[Stored data]
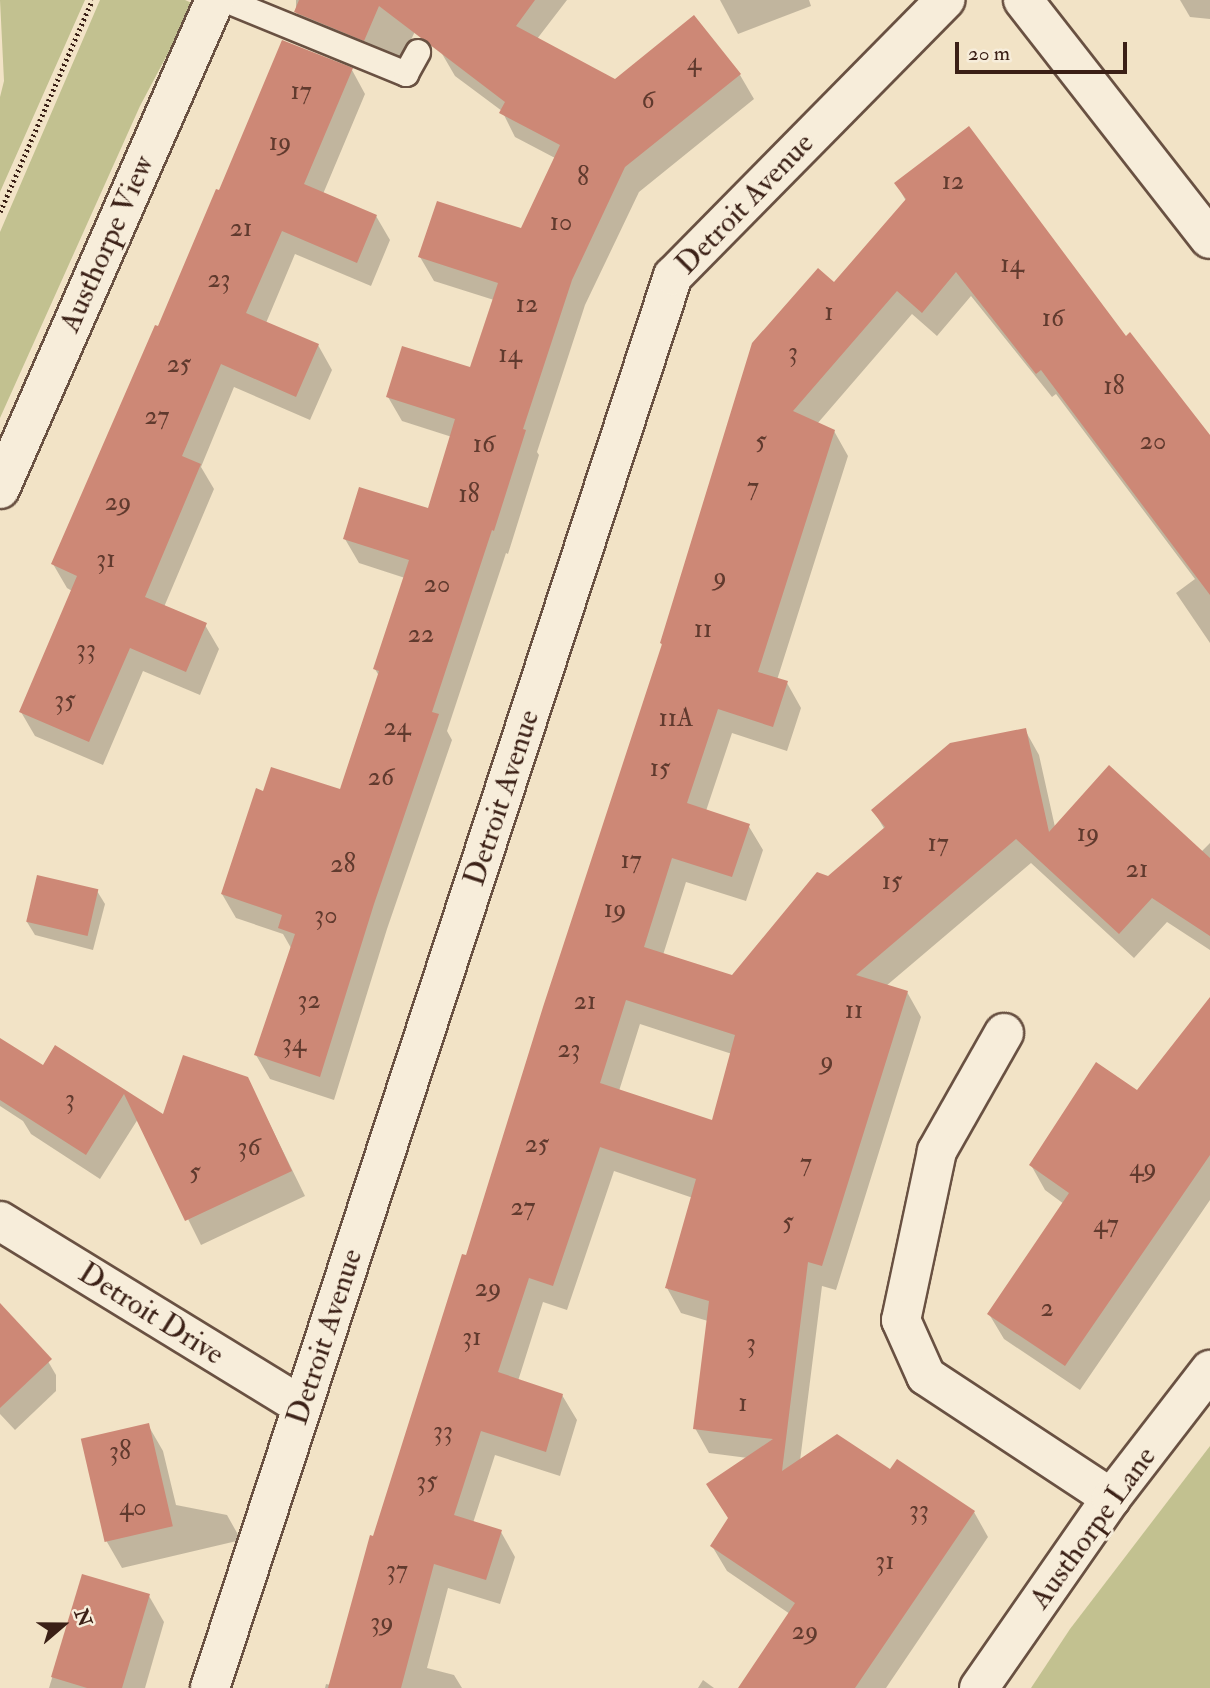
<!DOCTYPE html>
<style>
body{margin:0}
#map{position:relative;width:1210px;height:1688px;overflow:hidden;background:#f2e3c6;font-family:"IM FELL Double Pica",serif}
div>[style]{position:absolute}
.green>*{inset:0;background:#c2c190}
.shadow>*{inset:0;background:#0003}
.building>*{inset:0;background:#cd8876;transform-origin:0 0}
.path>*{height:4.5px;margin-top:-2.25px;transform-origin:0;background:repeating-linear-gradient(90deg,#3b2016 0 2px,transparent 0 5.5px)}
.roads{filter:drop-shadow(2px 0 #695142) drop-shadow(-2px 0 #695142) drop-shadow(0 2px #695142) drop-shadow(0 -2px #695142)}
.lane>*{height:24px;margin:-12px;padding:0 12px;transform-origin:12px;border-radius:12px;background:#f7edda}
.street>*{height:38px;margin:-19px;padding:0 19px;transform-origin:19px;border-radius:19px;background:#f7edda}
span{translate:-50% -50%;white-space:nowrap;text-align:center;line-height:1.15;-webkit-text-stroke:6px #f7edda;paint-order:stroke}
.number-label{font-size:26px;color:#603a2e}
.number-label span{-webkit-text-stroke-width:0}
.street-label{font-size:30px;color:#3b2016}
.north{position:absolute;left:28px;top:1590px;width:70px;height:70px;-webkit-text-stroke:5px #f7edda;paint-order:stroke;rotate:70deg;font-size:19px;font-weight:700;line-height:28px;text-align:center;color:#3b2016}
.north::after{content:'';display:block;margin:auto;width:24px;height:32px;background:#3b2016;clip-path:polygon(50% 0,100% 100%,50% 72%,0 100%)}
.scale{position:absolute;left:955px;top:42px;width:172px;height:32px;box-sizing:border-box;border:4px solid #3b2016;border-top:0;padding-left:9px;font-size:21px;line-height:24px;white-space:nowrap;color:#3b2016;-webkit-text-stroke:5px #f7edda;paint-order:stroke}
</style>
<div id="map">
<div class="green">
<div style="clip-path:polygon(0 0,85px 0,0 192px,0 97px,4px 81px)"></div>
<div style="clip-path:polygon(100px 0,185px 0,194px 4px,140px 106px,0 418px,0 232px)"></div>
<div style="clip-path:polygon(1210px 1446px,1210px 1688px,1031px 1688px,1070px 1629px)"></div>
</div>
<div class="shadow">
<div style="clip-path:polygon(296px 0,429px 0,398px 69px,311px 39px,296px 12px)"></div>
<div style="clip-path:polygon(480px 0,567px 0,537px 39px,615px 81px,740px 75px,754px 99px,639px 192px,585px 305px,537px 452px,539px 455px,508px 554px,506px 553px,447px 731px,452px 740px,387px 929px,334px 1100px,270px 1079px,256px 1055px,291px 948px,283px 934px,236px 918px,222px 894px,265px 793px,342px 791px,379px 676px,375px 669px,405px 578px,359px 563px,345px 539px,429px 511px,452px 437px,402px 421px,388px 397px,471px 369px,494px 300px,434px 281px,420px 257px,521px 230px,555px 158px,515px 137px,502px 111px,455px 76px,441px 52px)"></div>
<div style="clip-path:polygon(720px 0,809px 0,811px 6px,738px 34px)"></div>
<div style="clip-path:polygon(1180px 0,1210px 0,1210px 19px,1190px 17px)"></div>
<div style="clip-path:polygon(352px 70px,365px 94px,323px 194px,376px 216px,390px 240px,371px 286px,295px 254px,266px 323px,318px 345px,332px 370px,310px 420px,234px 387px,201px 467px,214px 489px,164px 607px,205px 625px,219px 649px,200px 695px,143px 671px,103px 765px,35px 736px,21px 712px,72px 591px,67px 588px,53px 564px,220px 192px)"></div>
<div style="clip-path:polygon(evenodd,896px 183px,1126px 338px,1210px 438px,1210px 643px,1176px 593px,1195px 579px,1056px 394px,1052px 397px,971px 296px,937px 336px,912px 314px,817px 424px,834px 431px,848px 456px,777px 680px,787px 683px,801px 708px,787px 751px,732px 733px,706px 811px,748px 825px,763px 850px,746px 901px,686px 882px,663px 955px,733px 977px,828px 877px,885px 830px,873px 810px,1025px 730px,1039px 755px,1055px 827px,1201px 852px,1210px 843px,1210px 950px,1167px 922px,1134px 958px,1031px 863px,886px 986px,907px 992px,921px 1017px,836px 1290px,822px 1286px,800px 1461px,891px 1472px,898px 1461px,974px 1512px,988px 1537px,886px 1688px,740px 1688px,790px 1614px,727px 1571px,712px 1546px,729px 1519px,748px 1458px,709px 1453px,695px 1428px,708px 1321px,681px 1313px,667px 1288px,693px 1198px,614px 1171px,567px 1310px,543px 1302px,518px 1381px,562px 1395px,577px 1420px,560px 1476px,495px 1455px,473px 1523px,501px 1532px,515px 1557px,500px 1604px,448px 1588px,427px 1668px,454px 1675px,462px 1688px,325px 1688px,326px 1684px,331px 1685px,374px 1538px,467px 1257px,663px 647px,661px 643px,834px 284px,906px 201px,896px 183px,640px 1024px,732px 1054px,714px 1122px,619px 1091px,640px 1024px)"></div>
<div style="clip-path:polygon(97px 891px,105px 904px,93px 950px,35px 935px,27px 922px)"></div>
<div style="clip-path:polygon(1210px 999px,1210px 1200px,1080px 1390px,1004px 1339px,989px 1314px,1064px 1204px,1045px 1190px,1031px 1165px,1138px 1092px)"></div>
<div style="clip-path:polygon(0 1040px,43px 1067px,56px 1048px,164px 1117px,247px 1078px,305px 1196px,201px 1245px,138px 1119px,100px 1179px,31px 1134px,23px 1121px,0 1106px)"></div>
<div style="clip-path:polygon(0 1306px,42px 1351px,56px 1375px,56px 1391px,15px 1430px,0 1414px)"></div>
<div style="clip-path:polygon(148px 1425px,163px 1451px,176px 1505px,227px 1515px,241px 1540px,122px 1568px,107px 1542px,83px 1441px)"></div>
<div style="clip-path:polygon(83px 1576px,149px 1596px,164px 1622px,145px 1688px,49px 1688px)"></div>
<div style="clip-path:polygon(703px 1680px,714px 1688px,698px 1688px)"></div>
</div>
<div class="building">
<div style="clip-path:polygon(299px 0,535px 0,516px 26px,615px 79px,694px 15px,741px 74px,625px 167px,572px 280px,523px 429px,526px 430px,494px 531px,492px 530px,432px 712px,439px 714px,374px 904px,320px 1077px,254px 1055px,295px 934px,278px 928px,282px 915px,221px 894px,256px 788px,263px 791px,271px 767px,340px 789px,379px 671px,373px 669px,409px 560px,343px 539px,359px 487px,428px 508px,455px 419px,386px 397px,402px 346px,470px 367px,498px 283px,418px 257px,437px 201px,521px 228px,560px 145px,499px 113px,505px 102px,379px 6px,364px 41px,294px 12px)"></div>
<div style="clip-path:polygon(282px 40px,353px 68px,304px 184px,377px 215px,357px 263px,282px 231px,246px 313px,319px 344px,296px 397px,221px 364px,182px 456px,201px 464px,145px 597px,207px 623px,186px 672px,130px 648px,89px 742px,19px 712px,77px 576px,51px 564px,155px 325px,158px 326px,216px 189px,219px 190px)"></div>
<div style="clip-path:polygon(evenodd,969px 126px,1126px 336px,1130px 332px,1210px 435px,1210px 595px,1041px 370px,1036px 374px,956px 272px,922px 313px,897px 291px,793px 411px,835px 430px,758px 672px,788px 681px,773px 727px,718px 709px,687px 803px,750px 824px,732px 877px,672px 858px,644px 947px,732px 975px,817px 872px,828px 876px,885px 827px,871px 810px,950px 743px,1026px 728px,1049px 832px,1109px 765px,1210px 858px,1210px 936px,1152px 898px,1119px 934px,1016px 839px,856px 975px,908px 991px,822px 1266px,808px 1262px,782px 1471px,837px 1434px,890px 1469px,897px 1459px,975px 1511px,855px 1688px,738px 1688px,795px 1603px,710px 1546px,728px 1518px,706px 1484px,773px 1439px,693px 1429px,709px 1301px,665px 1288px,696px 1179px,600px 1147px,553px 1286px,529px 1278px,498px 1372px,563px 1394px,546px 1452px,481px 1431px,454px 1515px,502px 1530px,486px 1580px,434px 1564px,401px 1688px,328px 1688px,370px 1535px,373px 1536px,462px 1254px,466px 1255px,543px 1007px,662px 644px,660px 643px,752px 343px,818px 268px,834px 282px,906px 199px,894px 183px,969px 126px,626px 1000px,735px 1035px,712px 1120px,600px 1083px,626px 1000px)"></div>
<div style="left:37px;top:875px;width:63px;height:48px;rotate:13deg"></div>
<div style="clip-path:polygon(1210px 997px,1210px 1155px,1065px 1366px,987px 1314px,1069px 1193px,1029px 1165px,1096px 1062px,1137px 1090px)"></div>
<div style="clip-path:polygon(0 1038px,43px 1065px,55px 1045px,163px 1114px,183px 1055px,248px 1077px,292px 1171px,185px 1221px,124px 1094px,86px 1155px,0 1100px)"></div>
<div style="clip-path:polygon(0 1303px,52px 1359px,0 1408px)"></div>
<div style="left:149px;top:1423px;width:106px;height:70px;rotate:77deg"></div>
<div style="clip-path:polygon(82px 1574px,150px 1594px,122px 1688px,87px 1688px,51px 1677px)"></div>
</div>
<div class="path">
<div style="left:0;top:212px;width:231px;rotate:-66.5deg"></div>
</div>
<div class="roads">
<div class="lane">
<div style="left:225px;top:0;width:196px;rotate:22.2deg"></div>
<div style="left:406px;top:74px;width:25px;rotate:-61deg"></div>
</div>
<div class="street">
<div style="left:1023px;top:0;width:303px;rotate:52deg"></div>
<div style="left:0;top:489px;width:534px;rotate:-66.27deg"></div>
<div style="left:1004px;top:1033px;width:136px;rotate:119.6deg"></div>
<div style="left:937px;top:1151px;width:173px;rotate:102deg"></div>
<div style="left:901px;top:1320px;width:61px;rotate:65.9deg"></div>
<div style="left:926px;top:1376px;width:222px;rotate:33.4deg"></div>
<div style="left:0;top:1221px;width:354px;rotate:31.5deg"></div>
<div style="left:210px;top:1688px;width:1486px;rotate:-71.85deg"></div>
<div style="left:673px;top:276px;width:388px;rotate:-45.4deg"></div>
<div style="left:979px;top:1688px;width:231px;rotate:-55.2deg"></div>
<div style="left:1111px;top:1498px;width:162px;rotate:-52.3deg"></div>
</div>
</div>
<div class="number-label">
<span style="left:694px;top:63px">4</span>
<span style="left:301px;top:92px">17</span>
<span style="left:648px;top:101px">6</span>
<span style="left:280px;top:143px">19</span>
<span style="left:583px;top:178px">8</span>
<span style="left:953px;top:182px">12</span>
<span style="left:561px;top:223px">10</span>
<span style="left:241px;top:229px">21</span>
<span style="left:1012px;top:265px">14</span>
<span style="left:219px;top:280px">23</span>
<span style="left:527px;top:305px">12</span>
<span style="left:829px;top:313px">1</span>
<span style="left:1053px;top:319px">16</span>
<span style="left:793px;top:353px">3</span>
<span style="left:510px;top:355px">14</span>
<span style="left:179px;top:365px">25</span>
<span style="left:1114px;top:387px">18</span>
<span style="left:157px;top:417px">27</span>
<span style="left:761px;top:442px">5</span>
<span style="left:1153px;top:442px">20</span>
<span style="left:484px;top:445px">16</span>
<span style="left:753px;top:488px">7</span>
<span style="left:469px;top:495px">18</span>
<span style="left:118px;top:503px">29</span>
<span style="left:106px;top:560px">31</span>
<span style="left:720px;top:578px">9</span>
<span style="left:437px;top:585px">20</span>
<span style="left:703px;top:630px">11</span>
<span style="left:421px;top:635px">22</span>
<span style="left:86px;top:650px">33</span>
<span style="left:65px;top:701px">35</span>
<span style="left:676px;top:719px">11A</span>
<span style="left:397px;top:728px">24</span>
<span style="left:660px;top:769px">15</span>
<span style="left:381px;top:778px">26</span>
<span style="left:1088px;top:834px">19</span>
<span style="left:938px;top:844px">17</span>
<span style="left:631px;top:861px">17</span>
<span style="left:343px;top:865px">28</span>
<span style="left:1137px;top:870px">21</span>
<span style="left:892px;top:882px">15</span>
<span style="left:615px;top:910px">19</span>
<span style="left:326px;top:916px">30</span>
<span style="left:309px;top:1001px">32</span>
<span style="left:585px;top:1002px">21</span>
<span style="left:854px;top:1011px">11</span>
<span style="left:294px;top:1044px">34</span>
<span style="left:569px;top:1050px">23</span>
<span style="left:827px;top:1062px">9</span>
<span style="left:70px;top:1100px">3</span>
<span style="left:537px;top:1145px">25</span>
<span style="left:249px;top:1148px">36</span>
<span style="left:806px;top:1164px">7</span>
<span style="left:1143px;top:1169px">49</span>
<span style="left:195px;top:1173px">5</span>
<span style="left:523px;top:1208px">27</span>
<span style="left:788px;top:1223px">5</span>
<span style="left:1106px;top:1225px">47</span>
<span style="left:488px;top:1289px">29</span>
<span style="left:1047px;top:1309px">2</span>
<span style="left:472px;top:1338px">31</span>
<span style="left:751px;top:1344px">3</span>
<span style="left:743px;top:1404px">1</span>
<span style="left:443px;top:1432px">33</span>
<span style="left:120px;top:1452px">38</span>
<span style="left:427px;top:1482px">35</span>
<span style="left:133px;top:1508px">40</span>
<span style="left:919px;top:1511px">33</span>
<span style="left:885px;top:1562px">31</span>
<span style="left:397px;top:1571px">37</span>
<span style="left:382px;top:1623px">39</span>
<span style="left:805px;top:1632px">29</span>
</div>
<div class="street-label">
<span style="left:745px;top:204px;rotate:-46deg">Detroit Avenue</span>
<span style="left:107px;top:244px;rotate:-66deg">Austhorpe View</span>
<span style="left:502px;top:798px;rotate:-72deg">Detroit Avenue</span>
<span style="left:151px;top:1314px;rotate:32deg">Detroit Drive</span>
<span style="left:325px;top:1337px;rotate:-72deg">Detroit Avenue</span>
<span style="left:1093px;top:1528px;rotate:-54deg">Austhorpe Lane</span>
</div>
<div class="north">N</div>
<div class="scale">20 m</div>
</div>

**Work to be completed:** Which lines in the records above hold the string "shadow"? Copy each of them.

**Task response:**
.shadow>*{inset:0;background:#0003}
.roads{filter:drop-shadow(2px 0 #695142) drop-shadow(-2px 0 #695142) drop-shadow(0 2px #695142) drop-shadow(0 -2px #695142)}
<div class="shadow">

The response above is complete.